Vehicle Detection

Udacity - Self-Driving Car NanoDegree

This project goal is to write a software pipeline to detect vehicles in a video. Also this document will describe in details the algorithms and technics used in the pipeline.

The Project

The goals / steps of this project are the following:

  • Perform a Histogram of Oriented Gradients (HOG) feature extraction on a labeled training set of images and train a classifier Linear SVM classifier
  • Optionally, you can also apply a color transform and append binned color features, as well as histograms of color, to your HOG feature vector.
  • Note: for those first two steps don't forget to normalize your features and randomize a selection for training and testing.
  • Implement a sliding-window technique and use your trained classifier to search for vehicles in images.
  • Run your pipeline on a video stream (start with the test_video.mp4 and later implement on full project_video.mp4) and create a heat map of recurring detections frame by frame to reject outliers and follow detected vehicles.
  • Estimate a bounding box for vehicles detected.

Pipeline

The pipeline consists of two independent parts: lanes detection part and vehicles detection part.
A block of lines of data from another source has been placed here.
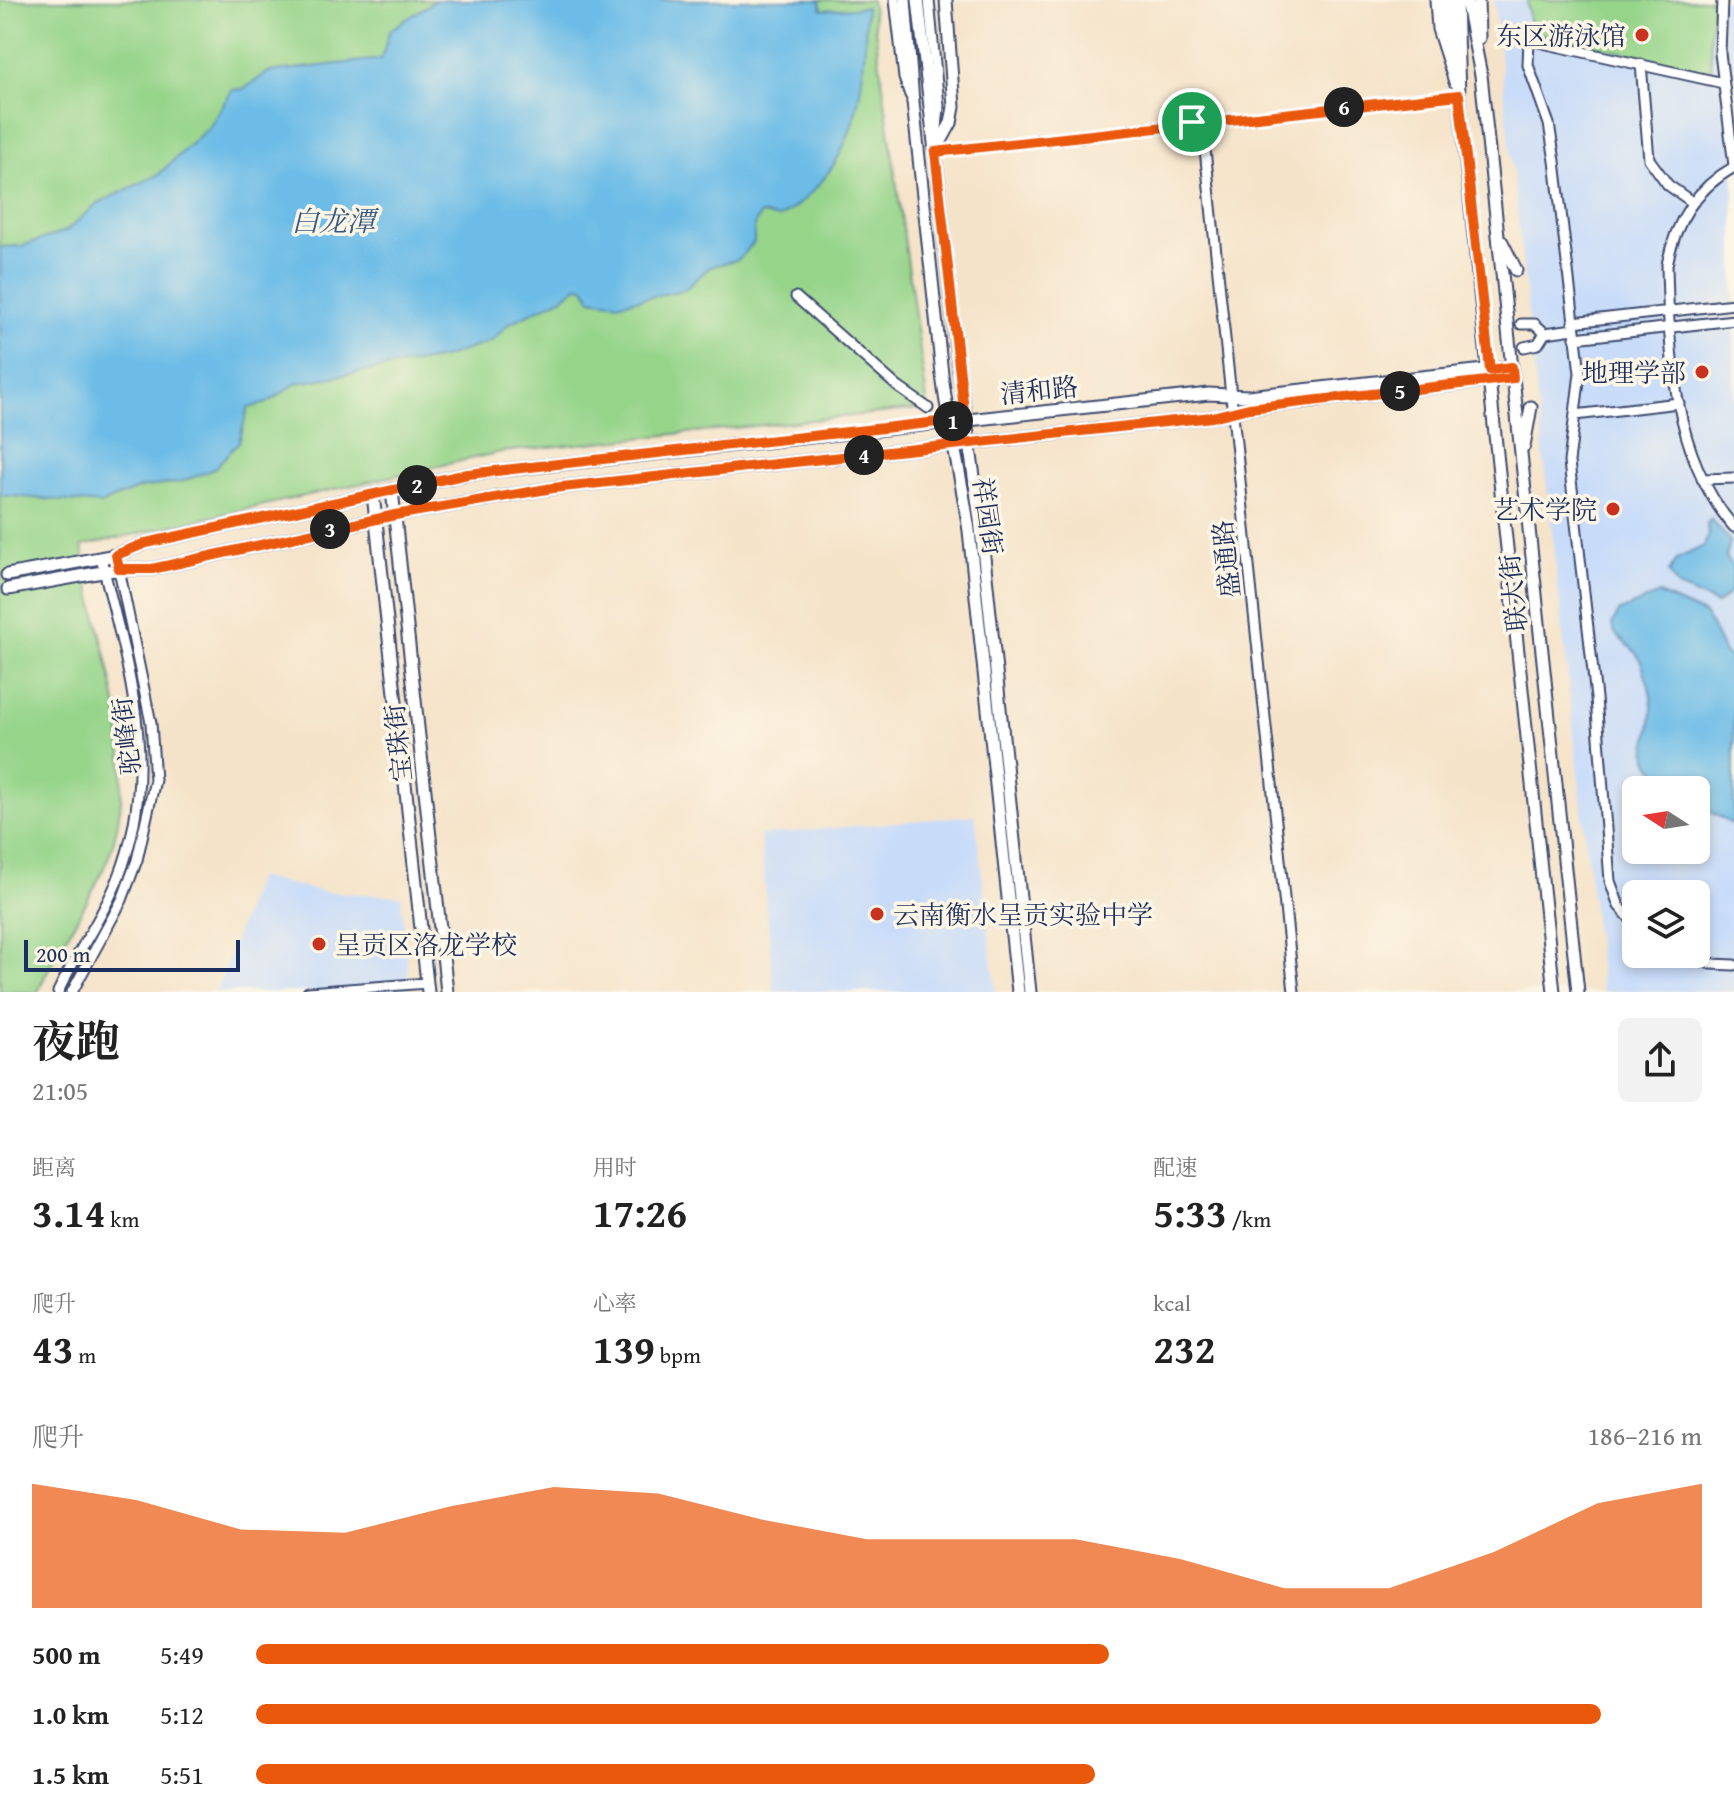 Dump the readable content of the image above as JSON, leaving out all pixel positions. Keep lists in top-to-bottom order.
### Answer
{
  "streets": {
    "main road": [
      "清和路",
      "祥园街",
      "联大街",
      "宝珠街"
    ],
    "street": ["盛通路", "驼峰街"]
  },
  "crossings": [
    ["清和路", "祥园街"],
    ["清和路", "盛通路"],
    ["清和路", "联大街"],
    ["清和路", "驼峰街"],
    ["清和路", "宝珠街"]
  ],
  "water": ["白龙潭"],
  "places": [
    "东区游泳馆",
    "地理学部",
    "艺术学院",
    "云南衡水呈贡实验中学",
    "呈贡区洛龙学校"
  ],
  "scale_bar": "200 m",
  "north": "left",
  "page": {
    "pins": [
      "6",
      "5",
      "1",
      "4",
      "2",
      "3"
    ],
    "scale": "200 m",
    "heading": ["夜跑", "21:05"],
    "stats": [
      ["距离", "3.14 km"],
      ["用时", "17:26"],
      ["配速", "5:33 /km"],
      ["爬升", "43 m"],
      ["心率", "139 bpm"],
      ["kcal", "232"]
    ],
    "chart": ["爬升", "186–216 m"],
    "list": [
      {
        "name": "500 m",
        "note": "5:49"
      },
      {
        "name": "1.0 km",
        "note": "5:12"
      },
      {
        "name": "1.5 km",
        "note": "5:51"
      }
    ]
  }
}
This document describes only vehicles detection part. Another part was described in previous project.

1. Input images

The software uses SVM classifier which requires images for training. The archives with images are located at train_data directory and should be unpacked there. Interesting thing is that the classifier requires not only vehicle images to train but also non-vehicle. There are almost 9000 images of both vehicle and non-vehicle type:

Cars:  8792 , non-cars:  8968

2. Classifier features

The classifier can't process images directly. It requires features vector at input what is derived from the image. There are different schemes for retrieving features vector from the image:

  1. Spatial Binning of Color alt text

Actually it is simple scale down to desired size. The smaller is size the wider is the range of matching samples.
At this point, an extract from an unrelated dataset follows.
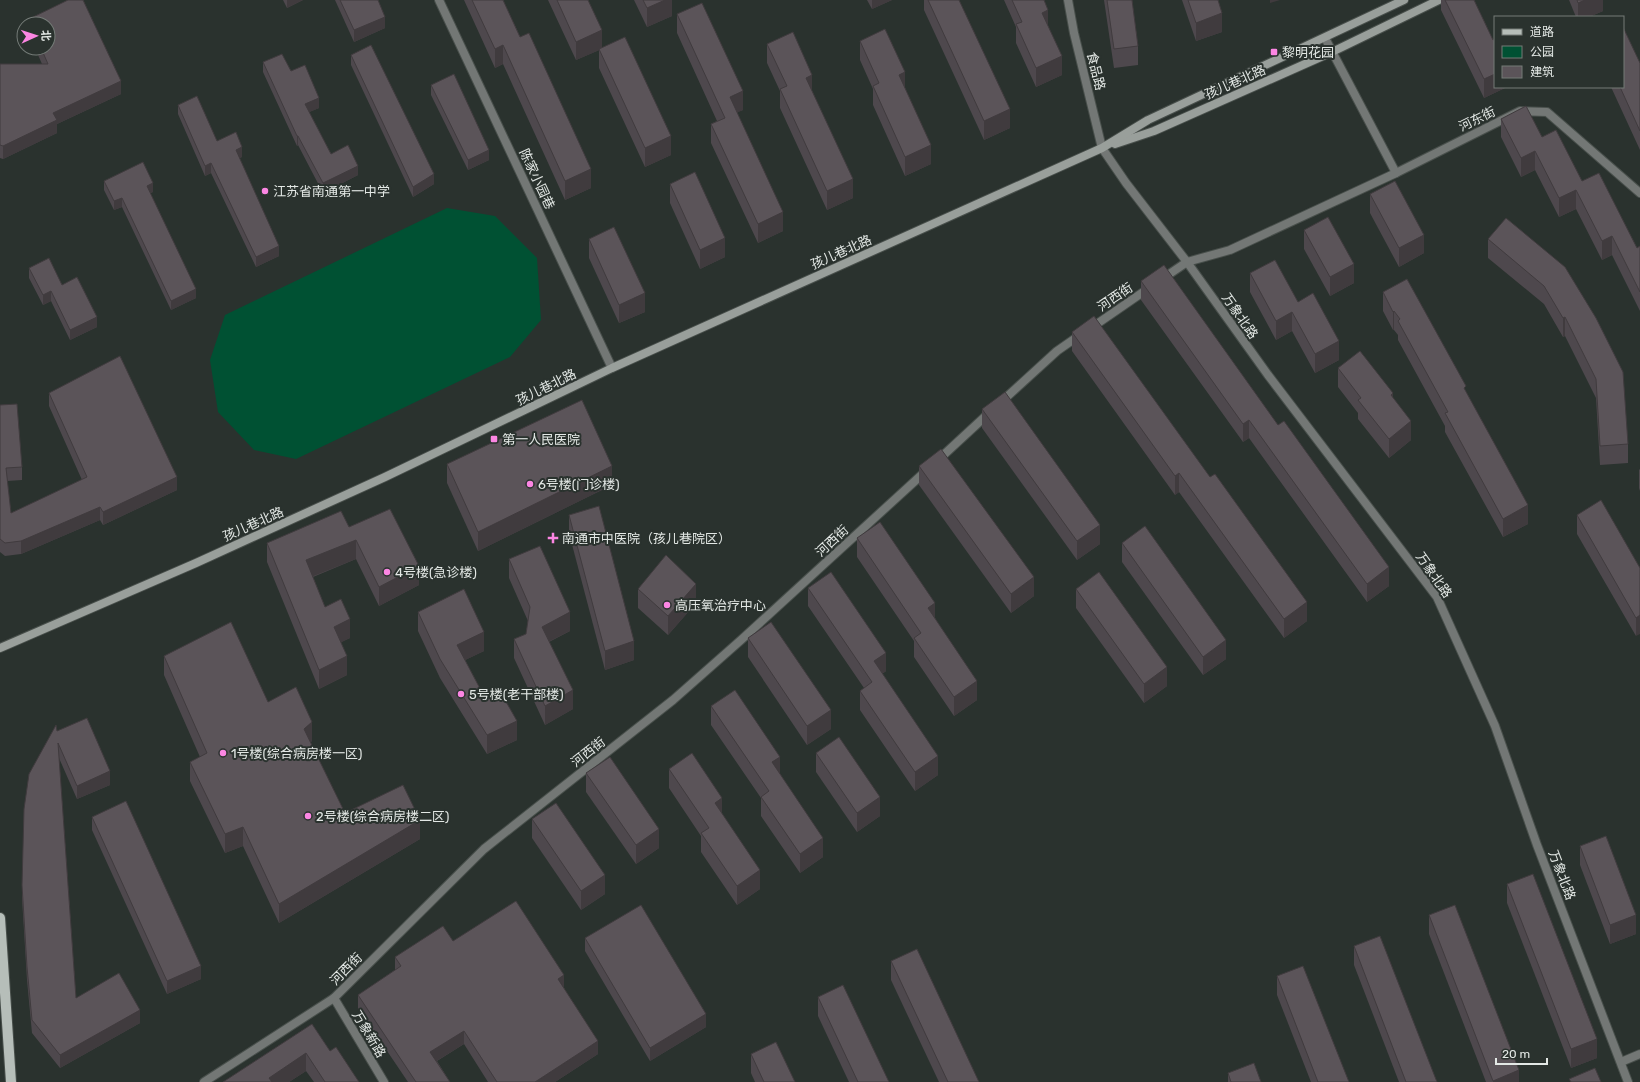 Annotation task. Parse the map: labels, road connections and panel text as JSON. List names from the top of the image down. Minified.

  1. Histograms of Color Histogram of selected channels in selected color space. alt text

The length of this features vector is determined by bins count.

  1. Histogram of Oriented Gradient (HOG) features Good method that can describe the shape of an object. alt text

The key parameters are: orientations, pixels per cell, cells per block

  1. Color space Here is are some color spaces alt text

I selected the following key parameters for features extraction:

color_space = 'YCrCb' # Can be RGB, HSV, LUV, HLS, YUV, YCrCb
orient = 9  # HOG orientations
pix_per_cell = 8 # HOG pixels per cell
cell_per_block = 2 # HOG cells per block
hog_channel = 2 # Can be 0, 1, 2, or "ALL"
spatial_size = (24, 24) # Spatial binning dimensions
hist_bins = 16    # Number of histogram bins
spatial_feat = True # Spatial features on or off
hist_feat = True # Histogram features on or off
hog_feat = True # HOG features on or off

All parameters were found manually by probing different values and checking the results.

3. Classifier

I used Linear SVM classifier with default parameters. The trainig code can be found in Jupyter notebook (block In [4])
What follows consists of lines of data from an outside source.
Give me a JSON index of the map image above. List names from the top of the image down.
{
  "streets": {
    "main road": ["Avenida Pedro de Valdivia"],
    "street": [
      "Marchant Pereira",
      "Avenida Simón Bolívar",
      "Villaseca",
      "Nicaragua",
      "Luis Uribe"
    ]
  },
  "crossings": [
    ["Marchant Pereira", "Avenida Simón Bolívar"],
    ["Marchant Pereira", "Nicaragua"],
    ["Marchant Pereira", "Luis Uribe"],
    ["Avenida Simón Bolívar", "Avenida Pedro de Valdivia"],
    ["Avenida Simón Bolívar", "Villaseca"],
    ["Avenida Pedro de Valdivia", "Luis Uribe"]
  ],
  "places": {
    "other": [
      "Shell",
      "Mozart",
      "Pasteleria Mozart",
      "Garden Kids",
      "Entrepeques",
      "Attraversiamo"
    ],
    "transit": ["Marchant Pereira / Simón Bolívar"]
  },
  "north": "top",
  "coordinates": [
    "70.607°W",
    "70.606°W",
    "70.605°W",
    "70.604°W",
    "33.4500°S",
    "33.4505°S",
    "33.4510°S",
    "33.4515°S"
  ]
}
Using: 9 orientations 8 pixels per cell and 2 cells per block
Feature vector length: 7068
20.23 Seconds to train SVC...
Test Accuracy of SVC =  0.9885

4. Sliding window

To perform actual pattern search on the test image, it should be divided onto small chunks and passed into classifier to detect whether corresponding chunk is a vehicle or not. Vehicle size is different for different distances, so we need to perform scaling of a sliding window:

alt text

alt text

alt text

Combining all found patterns will give the following image: alt text

Different scaling windows uses different parameters (like overlapping). All parameters were found manually by experiments.

5. Filtering

As you can see in previous picture there are some false positives. To workaround this issue a Hot Map algorighm is used: alt text

We simply create a matrix with the same dimension as input image and increment each matrix cell by one when the cell belongs to the vehicle rectangle. Then we performs thresholding which zeroes all cells with value lower than specified. Effectively this means that the resulting matrix will persist only these regions that contains at least specified as threshold number of rectangles. So single (or even double in my case) rectangles will be dropped out. Yet another operation is make a heat-map like a binary so it will contains only 0 and 1. This is important for the next step.

Next step is multi-frame filtering. We simply preserves last 10 heatmap matrices, calculate mean matrix and perform yet another threshold operation with value 0.8 This will effectively drop out rectangles that is visible less than 80% of last 10 frames of video:

alt text

This filtering eliminates most of false positives.

6. Final image

Finally we can conbine lanes finding image with vehicles detection image: alt text

7. The video

Resulting video

Issues

There are still some visible false positived on the video. It is possible to adjust different constants to eliminate it however such adjusting is very specific and will not work for another videos.

Another great issue is very high processing time. Processing of one frame takes 17 seconds which is inadmissible high value (processing whole video took almost 6 hours on i7 3770!!!). The main reasons of so big value are: using YCrCb color space, too many sliding windows (especially 64x64) with high overlapping value, single thread execution, not so effective algorithm in general.

Obviously this solution can't be used for real-time processing.